Deep Learning algorithms consist of a different set of models due to the flexibility that neural network allows while building a full fledged end-to-end model. Advanced architecture can be stated as one that has a demonstrated track record of being an efficient and successful model but the problem arises while dealing with typical tasks related to images.
Computer vision is basically based on the theoretical and technological aspect for building artificial systems which have the ability to gather automatic visual information from images or multi-dimensional data. It is focussed on the self-executing extraction, analysis and studying about useful information from a particular image or a sequence of images. Broadly the computer vision consists of tasks like Object Recognition, Identification, Detection, Content-based image retrieval, Image Segmentation and much more.
Study of Deep Learning Architectures
After getting an insight of what basically advanced architecture is and computer vision we move towards the study of some important deep learning advanced architecture.
AlexNet is the first deep architecture and was introduced by Geoffrey Hinton and his colleagues. It is a very simple layout but a substantial network architecture that consist of convolution and pooling layers placed one by one which is completely connected at the top. One of the most remarkable features of this architecture is the pace at which it performs various tasks; it has the ability to speed up the training by 10 times through GPU. The network which was given by Geoffrey could be used for classification with 1000 possible categories. It also uses ReLU for nonlinearity functions and data augmentation techniques which comprise of various reflections, patch extractions and image translations. It also applies drop out layers to overcome the overfitting training data problem. Though presently we have more updated architecture but AlexNet is still applied for the deep neural network for different tasks.

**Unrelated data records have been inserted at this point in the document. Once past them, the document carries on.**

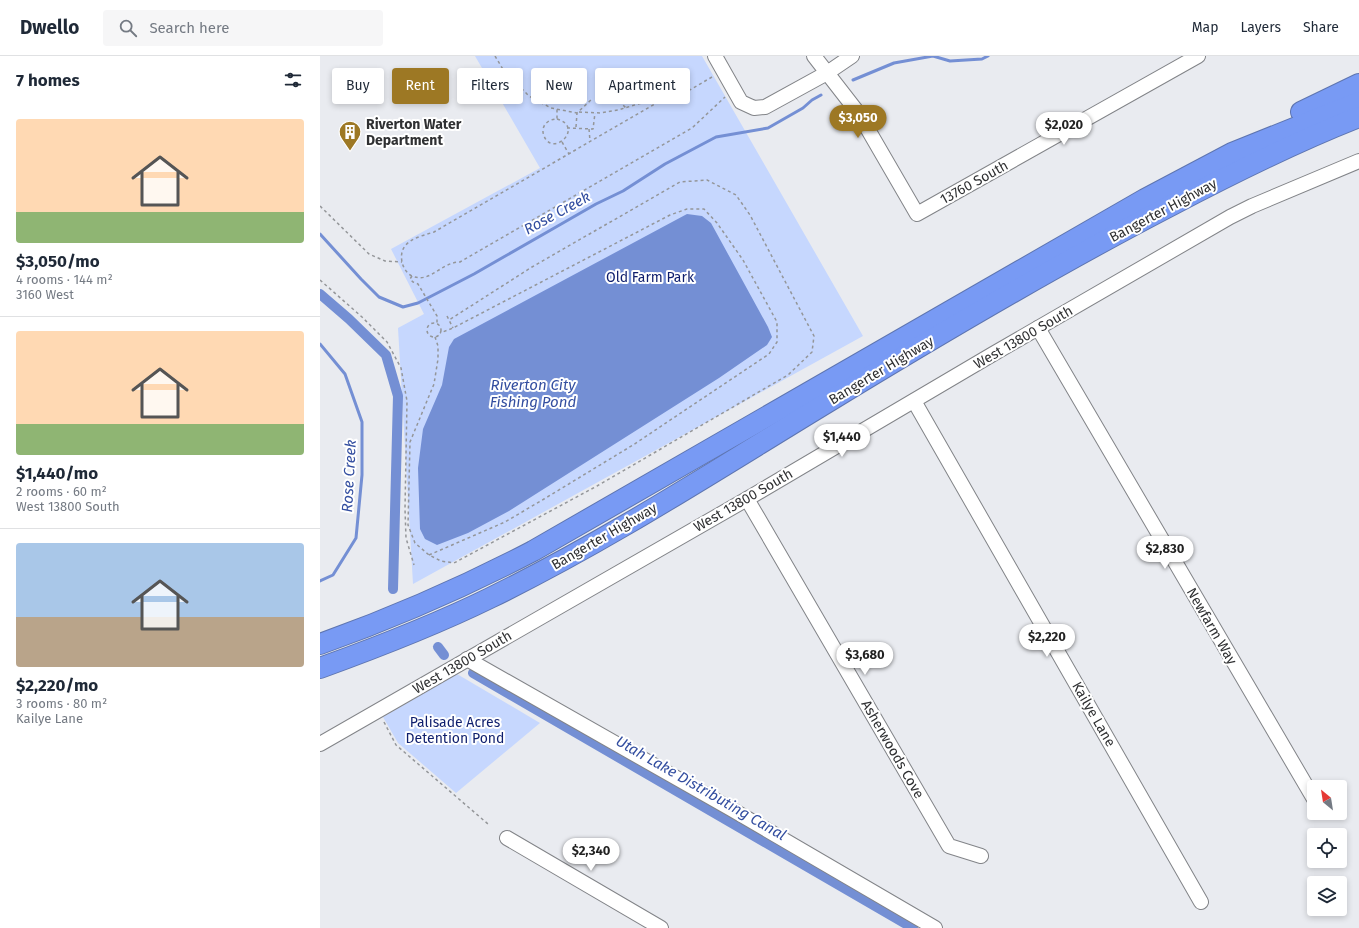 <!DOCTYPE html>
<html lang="en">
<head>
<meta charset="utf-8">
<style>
	body { margin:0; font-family:"Fira Sans",sans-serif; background:#f6f6f7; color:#1f2937; height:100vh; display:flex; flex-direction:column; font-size:15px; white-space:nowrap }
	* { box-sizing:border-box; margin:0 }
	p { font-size:13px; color:#747a83 }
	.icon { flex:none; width:22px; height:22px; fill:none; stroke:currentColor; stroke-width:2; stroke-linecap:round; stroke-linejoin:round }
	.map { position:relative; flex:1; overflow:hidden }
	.side { display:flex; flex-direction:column; background:#fff; width:320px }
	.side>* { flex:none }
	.guide { position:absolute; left:12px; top:12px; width:380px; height:36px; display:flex; gap:8px }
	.needle { width:26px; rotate:330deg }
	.buttons { position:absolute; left:987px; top:724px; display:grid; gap:8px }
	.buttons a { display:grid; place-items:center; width:40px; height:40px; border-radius:4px; background:#fff; box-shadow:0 2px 6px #0003; font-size:20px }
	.price { position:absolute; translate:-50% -34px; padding:0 9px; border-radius:14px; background:#fff; color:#222; font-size:13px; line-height:26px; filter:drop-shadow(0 1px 2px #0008) }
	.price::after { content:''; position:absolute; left:50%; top:24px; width:12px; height:9px; margin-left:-6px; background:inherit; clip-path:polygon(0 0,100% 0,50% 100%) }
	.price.active { background:#9d7824; color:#fff }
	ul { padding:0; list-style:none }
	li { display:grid; align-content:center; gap:8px; height:212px; padding:0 16px }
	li+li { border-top:1px solid #e0e1e3 }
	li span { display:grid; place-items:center; height:124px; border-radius:4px; color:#555 }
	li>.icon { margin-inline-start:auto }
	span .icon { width:72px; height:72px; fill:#fffc; stroke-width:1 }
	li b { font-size:17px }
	h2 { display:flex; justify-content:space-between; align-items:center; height:48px; padding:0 16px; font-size:17px }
	.chip { padding:0 14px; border-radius:4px; background:#fff; box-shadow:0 2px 6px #0003; font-size:14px; line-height:36px }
	.chip.active { background:#9d7824; color:#fff }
	header { display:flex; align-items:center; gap:24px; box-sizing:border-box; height:56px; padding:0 20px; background:#fff; border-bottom:1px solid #e0e1e3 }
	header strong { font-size:19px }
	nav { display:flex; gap:22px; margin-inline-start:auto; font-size:14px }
	.search { width:280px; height:36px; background:#f6f6f7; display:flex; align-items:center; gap:10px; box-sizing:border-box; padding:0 14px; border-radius:4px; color:#747a83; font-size:15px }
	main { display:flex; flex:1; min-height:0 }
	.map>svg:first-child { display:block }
</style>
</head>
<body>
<header>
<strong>Dwello</strong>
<div class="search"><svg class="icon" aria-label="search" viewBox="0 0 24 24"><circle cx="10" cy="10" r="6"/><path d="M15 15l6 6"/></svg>Search here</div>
<nav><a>Map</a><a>Layers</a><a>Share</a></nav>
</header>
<main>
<section class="side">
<h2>7 homes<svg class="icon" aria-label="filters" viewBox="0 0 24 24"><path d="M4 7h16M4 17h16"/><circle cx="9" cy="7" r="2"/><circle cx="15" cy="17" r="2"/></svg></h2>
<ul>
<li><span style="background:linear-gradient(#ffd9b3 75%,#8fb573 0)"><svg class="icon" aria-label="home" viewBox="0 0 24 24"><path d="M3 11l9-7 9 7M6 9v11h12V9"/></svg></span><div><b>$3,050/mo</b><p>4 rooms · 144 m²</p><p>3160 West</p></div></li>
<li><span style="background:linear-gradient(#ffd9b3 75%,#8fb573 0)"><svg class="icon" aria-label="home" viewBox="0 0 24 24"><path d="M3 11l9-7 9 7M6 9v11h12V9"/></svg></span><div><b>$1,440/mo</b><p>2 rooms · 60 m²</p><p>West 13800 South</p></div></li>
<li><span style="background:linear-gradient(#a9c7e8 60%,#b9a48a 0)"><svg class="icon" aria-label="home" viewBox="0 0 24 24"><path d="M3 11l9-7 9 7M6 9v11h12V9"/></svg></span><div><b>$2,220/mo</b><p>3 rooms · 80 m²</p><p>Kailye Lane</p></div></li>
</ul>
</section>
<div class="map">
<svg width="1039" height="872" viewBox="0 0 1039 872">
	<rect width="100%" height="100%" fill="#e9ebf0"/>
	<g fill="#c6d7fe">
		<path d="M155 0H382L543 280 93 528 78 272 104 258 71 193 220 112Z"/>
		<path d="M137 618 220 667 136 737 78 687 63 661Z"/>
	</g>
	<path fill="#748fd4" d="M367 158 382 160 391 167 448 271 452 281 447 289 399 322 189 455 148 477 117 489 105 483 100 473 98 412 103 373 122 329 129 291 134 283Z"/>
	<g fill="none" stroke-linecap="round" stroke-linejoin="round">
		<g stroke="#748fd4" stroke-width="3">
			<path d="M533 24 574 7 613 0 630 5 662 3 668 0"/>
			<path d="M0 178 41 223 59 241 83 251 98 247 154 218 236 171 276 148 303 135 345 108 396 81 448 72 483 52 492 44 501 39"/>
			<path d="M0 288 25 318 42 366V419L36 482 13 519 0 525"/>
		</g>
		<g stroke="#748fd4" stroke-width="10">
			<path d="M0 238 29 263 66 299 78 340 73 533"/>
			<path d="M118 591 124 599"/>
			<path d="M153 617 593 872"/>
		</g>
		<g stroke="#828488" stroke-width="16">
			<g id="minor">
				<path d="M395 0 421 46 434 52 445 51 507 17 532 0"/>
				<path d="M494 0 539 58 597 158 878 0"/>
				<path d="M718 272 994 743"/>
				<path d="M594 345 881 846"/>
				<path d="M427 443 629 790 661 800"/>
				<path d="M147 603 411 753 615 872"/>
				<path d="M0 688 427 443 673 298 910 161 932 150 1039 105"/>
				<path d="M187 782 341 872"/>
			</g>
		</g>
		<g stroke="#5e75b0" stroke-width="22">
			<g id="highway">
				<path d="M981 56 1039 28"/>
				<path d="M0 588C73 562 144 531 213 495L825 143 912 97 1039 46"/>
				<path d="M0 612C58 591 115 569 170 542 287 485 396 414 508 346 621 277 734 210 852 149 913 117 975 86 1039 61"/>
			</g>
		</g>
		<g stroke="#949699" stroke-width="1.5" stroke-dasharray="3 3" stroke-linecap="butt">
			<path d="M175 0 184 15 209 40 231 52 257 57"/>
			<path d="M392 21 361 39 352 38 114 176C98 181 78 185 82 206 83 211 87 218 92 220 110 228 121 206 140 206L372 72 405 41"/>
			<path d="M299 45 306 52"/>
			<path d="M259 56 280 57 298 54 328 45 333 49"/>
			<path d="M237 63C265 71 233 102 224 80 220 70 228 63 237 63V53"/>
			<path d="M256 71 257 57 273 42"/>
			<path d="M247 72 273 73 275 57"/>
			<path d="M269 73 270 85"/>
			<path d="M242 86 249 98"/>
			<path d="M0 150 49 198 65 205 82 206"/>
			<path d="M92 220 90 223 93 226 98 228 117 260V268"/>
			<path d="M0 224 42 261 67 286 81 312 87 345 85 453 86 482 94 509"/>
			<path d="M127 260 133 272"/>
			<circle cx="114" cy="274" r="7"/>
			<path d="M115 281 118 290V303L114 328 90 386 88 469 95 487 109 499 121 505 134 507 277 430 468 319 492 296 494 280 430 159 416 139 387 124 360 126 212 211 129 264"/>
			<path d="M109 499 185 466 224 443 313 389 449 298 457 286V266L423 204 397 167 384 153H367L350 159 133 272 120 277"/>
			<path d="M64 666 76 689 168 768"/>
		</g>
		<use href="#minor" stroke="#fff" stroke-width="14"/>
		<use href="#highway" stroke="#789af4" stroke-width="20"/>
	</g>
	<defs>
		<g id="building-pin" transform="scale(1.15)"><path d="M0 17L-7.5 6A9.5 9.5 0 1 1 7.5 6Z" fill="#9d7824" stroke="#fff"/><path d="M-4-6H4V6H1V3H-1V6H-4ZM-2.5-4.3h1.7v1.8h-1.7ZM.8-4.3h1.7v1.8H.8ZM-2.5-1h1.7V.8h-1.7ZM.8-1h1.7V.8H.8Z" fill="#fff"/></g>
	</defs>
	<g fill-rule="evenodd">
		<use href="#building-pin" x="30" y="76"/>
	</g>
	<g text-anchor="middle" stroke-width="4" stroke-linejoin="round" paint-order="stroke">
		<g font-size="14" font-weight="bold" fill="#2f3032" stroke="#fff" text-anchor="start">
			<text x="46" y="73">Riverton Water<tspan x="46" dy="16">Department</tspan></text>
		</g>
		<g font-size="14" fill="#2f3032" stroke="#fff">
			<text transform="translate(654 126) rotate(-29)" y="5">13760 South</text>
			<text transform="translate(843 154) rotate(-28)" y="5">Bangerter Highway</text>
			<text transform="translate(703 281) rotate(-30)" y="5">West 13800 South</text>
			<text transform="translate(561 314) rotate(-31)" y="5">Bangerter Highway</text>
			<text transform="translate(423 444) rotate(-30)" y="5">West 13800 South</text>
			<text transform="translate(284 480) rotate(-30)" y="5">Bangerter Highway</text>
			<text transform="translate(892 570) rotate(60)" y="5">Newfarm Way</text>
			<text transform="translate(142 606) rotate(-30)" y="5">West 13800 South</text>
			<text transform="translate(774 658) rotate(60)" y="5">Kailye Lane</text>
			<text transform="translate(573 693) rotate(60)" y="5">Asherwoods Cove</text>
		</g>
		<g font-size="14" fill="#0e1e6d" stroke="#fff">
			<text x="330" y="226">Old Farm Park</text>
			<text x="135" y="671">Palisade Acres<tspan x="135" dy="16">Detention Pond</tspan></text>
		</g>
		<g font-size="15" font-style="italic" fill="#334ea0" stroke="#fff">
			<text transform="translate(237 157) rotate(-29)" y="5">Rose Creek</text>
			<text x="213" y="334">Riverton City<tspan x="213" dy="17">Fishing Pond</tspan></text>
			<text transform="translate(29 420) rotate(-87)" y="5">Rose Creek</text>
			<text transform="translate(381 732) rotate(30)" y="5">Utah Lake Distributing Canal</text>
		</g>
	</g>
</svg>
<div class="buttons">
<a><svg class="needle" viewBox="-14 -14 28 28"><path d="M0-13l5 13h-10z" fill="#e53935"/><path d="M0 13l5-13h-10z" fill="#747a83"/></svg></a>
<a><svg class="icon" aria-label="locate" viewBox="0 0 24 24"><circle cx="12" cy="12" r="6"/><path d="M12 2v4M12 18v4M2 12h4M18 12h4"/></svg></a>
<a><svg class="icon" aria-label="layers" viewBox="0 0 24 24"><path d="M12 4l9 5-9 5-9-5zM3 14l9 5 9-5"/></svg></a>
</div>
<b class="price active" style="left:538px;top:83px">$3,050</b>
<b class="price" style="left:744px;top:90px">$2,020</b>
<b class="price" style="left:522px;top:402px">$1,440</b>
<b class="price" style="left:845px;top:514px">$2,830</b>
<b class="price" style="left:727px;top:602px">$2,220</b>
<b class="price" style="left:545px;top:620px">$3,680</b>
<b class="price" style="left:271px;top:816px">$2,340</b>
<div class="guide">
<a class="chip">Buy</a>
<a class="chip active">Rent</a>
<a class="chip">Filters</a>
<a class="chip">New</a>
<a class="chip">Apartment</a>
</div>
</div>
</main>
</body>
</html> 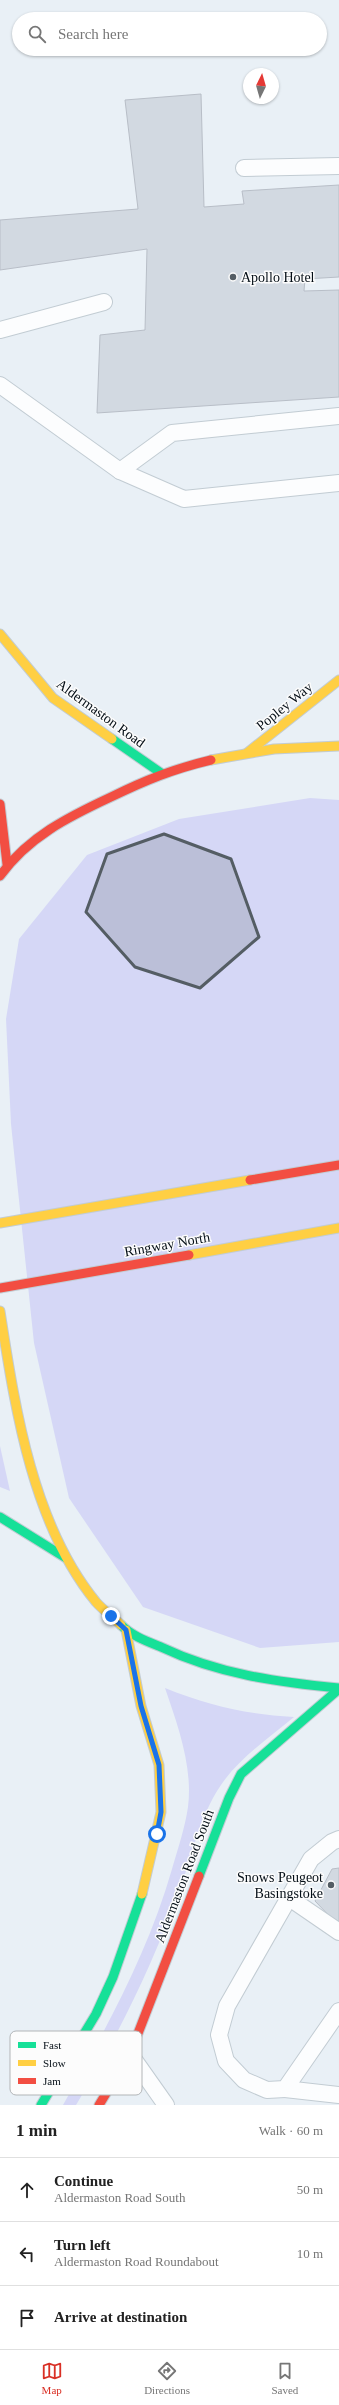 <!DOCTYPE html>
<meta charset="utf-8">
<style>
:root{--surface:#fff;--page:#f2f2f2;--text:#222;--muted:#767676;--line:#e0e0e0;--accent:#d93025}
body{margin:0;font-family:Georgia,serif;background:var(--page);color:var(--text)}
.compass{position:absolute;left:243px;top:68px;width:36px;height:36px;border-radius:50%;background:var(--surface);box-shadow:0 1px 3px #0004;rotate:5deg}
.stop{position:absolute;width:12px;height:12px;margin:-9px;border:3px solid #1a73e8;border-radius:50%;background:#fff}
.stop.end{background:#1a73e8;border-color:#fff;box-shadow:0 1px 4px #0008}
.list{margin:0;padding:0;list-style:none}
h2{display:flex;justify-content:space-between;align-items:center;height:52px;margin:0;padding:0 16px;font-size:17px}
h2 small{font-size:13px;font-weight:400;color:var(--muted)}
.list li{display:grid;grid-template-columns:26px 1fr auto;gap:12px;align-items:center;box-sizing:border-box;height:64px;padding:0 16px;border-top:1px solid var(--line)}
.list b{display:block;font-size:15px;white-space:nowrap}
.list p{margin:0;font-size:13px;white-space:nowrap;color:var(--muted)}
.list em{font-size:13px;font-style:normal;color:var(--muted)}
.icon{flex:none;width:22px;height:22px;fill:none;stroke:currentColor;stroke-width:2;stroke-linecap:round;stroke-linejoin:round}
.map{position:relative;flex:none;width:339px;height:2105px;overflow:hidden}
.search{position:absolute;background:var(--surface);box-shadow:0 1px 3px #0004;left:12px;right:12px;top:12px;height:44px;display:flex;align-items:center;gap:10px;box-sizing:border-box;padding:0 14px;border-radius:22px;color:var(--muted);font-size:15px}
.sheet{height:244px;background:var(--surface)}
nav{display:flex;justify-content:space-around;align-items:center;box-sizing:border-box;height:56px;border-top:1px solid var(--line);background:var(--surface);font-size:11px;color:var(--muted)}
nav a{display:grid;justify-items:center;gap:2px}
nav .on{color:var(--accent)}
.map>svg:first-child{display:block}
.green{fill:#d5d7f6}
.building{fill:#d2d9e1;stroke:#b8bec7}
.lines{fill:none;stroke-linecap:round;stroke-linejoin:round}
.lane-casing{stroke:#c2ccd3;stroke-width:18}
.fast-casing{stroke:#c2ccd3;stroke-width:11}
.slow-casing{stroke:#c2ccd3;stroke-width:11}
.jam-casing{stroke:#c2ccd3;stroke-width:11}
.lane{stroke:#fcfdfe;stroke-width:16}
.fast{stroke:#16e098;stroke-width:9}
.slow{stroke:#ffcf43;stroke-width:9}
.jam{stroke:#f24e42;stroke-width:9}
.route{stroke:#1a73e8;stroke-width:5}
.marked{fill:#545d64;fill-opacity:0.2;stroke:#545d64;stroke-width:3;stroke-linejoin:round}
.poi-dot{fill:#545d64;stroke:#fcfcfc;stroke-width:1.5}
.labels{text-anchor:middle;stroke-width:3;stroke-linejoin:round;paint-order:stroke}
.poi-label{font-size:14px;fill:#040e16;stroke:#fcfcfc;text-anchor:start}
.street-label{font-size:14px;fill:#040e16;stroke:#fcfcfc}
.key{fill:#fcfcfc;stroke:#b2b5b7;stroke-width:1}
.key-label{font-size:11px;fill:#040e16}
</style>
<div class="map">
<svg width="339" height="2105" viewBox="0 0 339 2105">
<rect width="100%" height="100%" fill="#e9f0f6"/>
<g class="green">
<path d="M310 798 339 800V1642L260 1648 143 1607 69 1498 34 1343 11 1124 6 1019 19 939 87 855 179 819Z"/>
<path d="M0 1446 10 1491 0 1487Z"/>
<path d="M165 1688C210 1706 245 1714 294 1717 269 1738 239 1758 221 1785 199 1817 192 1857 179 1892 152 1966 117 2038 76 2105H63C106 2029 148 1953 172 1869 178 1848 185 1828 188 1807 193 1767 178 1726 165 1688Z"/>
</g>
<g class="building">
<path d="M201 94 204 207 244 204 242 191 339 185V277L305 279 304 291 339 290V397L97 413 100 335 145 330 147 249 0 270V220L138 209 125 100Z"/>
<path d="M339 1868V1926L315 1901 332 1869Z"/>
</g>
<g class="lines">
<g class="lane-casing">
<g id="lane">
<path d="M244 168 339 166"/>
<path d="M0 330 104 302"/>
<path d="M0 385 120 471 184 499 339 483"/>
<path d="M120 471 172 433 339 416"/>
<path d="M339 1839 332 1842 311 1859 227 2006 219 2035 226 2061 244 2080 267 2090 285 2089 339 2011"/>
<path d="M288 1897 339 1932"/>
<path d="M130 2054 166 2105"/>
<path d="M285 2089 339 2095"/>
</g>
</g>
<g class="fast-casing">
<g id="fast">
<path d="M112 739 161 773"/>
<path d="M0 1517 66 1558"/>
<path d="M121 1625C132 1636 146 1641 161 1647 218 1674 276 1682 339 1688"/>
<path d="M199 1876 229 1798 241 1774 339 1689"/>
<path d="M41 2105 96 2014 113 1977 142 1894"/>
</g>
</g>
<g class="slow-casing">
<g id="slow">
<path d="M0 634 53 698 112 739"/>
<path d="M247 753 339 680"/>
<path d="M211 760 274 749 339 746"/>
<path d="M0 1223 250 1180"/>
<path d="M189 1255 339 1228"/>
<path d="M0 1311C15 1407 32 1524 96 1602 103 1610 113 1617 121 1625"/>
<path d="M126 1630 141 1706 159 1765 161 1812 142 1894"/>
</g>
</g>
<g class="jam-casing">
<g id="jam">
<path d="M0 804 7 864"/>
<path d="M0 876C28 837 68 817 111 797 146 780 173 769 211 760"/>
<path d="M250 1180 339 1165"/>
<path d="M0 1288 189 1255"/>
<path d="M99 2105 130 2054 199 1876"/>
</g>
</g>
<use href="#lane" class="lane"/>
<use href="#fast" class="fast"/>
<use href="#slow" class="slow"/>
<use href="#jam" class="jam"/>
</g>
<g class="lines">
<path class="route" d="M111 1616 126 1630 141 1706 159 1765 161 1812 157 1834"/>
</g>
<path class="marked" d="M164 834 231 859 259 937 200 988 135 967 86 912 107 854Z"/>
<g class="poi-dot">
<circle cx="233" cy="277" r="4"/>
<circle cx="331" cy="1885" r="4"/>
</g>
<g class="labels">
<g class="poi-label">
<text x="241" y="282">Apollo Hotel</text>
<text x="323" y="1882" text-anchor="end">Snows Peugeot<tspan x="323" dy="16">Basingstoke</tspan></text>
</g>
<g class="street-label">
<text transform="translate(284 706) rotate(-39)" y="5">Popley Way</text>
<text transform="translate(101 713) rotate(36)" y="5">Aldermaston Road</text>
<text transform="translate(167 1244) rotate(-10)" y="5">Ringway North</text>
<text transform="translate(184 1876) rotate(-69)" y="5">Aldermaston Road South</text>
</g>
</g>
<rect x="10" y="2031" width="132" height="64" rx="6" class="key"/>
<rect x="18" y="2042" width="18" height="6" fill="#16e098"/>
<rect x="18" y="2060" width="18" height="6" fill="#ffcf43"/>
<rect x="18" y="2078" width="18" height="6" fill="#f24e42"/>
<g class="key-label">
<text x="43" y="2049">Fast</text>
<text x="43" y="2067">Slow</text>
<text x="43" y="2085">Jam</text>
</g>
</svg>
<svg class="compass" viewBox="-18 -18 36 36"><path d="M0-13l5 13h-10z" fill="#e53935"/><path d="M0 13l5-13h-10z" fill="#767676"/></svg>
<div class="stop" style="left:157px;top:1834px"></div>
<div class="stop end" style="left:111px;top:1616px"></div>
<div class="search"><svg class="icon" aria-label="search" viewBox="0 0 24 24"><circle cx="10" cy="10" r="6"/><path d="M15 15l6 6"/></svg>Search here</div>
</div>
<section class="sheet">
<h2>1 min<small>Walk · 60 m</small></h2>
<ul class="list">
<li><svg class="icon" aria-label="ahead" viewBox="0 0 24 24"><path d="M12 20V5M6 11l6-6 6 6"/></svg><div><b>Continue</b><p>Aldermaston Road South</p></div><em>50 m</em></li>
<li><svg class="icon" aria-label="left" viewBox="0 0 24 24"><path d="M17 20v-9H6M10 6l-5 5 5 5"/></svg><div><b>Turn left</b><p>Aldermaston Road Roundabout</p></div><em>10 m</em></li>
<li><svg class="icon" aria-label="arrive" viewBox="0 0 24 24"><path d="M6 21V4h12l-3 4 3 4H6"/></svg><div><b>Arrive at destination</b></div></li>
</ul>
</section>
<nav>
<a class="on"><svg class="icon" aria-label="map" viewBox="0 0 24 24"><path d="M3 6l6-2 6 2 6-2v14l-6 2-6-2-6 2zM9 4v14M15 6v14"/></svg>Map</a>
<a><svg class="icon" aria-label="directions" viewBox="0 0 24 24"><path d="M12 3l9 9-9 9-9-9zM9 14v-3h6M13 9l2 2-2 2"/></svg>Directions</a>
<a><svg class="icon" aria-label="saved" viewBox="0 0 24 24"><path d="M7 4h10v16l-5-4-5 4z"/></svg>Saved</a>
</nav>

The Researchers at Visual Graphics Group at Oxford gave the VGC Net architecture. The network is basically of pyramidal shape with deep top layers and the bottom layers are placed closer to the image are wide. It is one of the advisable architecture for benchmarking on a particular task. It consists of convolutional layer preceded by pooling layer due to which the layers are narrower. Pre-trained networks of this particular architecture are easily available on the internet due to which it is highly used. Though it is slow to train, if training needs to be followed from a very basic level. It works considerably well on both image classification and localization tasks. The number of filters doubles after each maxpool layer due to which spatial dimension shrinks, but grows in terms of depth.
It is also known as Inception Network which is a class of architecture designed by researchers at Google. In this architecture, a new and better approach called inception module was adopted along with going deeper. In a particular layer, there are multiple types of feature extractor present which enhance the performance of the network. It has the feature through which it can choose to convolve the input or to pool it directly. The complete architecture comprises of a number of inception layer placed one over another. The presence of own input layer leads to faster model convergence due to the joint training as well as parallel training for the layers itself. It trains faster than VGG with a size comparatively smaller than that of VGC. Further improvement in model brought up the Xception Network in which the limit the of divergence of inception module is increased. It was one of the first models that came up with the idea that CNN layers didn't always have to be stacked up sequentially. ReLUs are present after each convolution layer that helps to improve nonlinearity of the network. It can be trained on a few high-end GPUs in comparatively lesser time.
ResNet also referred as the Residual network and consist of various subsequent residual modules that are considered as basic building block of architecture. This architecture has two approaches which can be followed either it can perform a set of functions on the input, or it can leave this step entirely. It is similar to GoogleNet in a way that residual models are placed one over the other to form a complete end-to-end network. It promotes the increased utilization of standard SGD instead of a fancy adaptive learning technique. It changes the way in which input is fed into system where input is first split up into a number of patches and then fed into the network.
It is considered to be the current state-of-the-art technique used for object recognition. It is set up on the concepts of inception and ResNet to come up with a new and better architecture approach. It is a simple, highly modularized network architecture for image classification. The network is built by reappearing a building block which aggregates a set of transformations with the same topology.
The Deep Learning Architecture has broadened its prospect and is expected to gain more importance lately. It aims towards an idea of creating affine transformations to the input image which could help models in becoming more invariant to translation, scale, and rotation.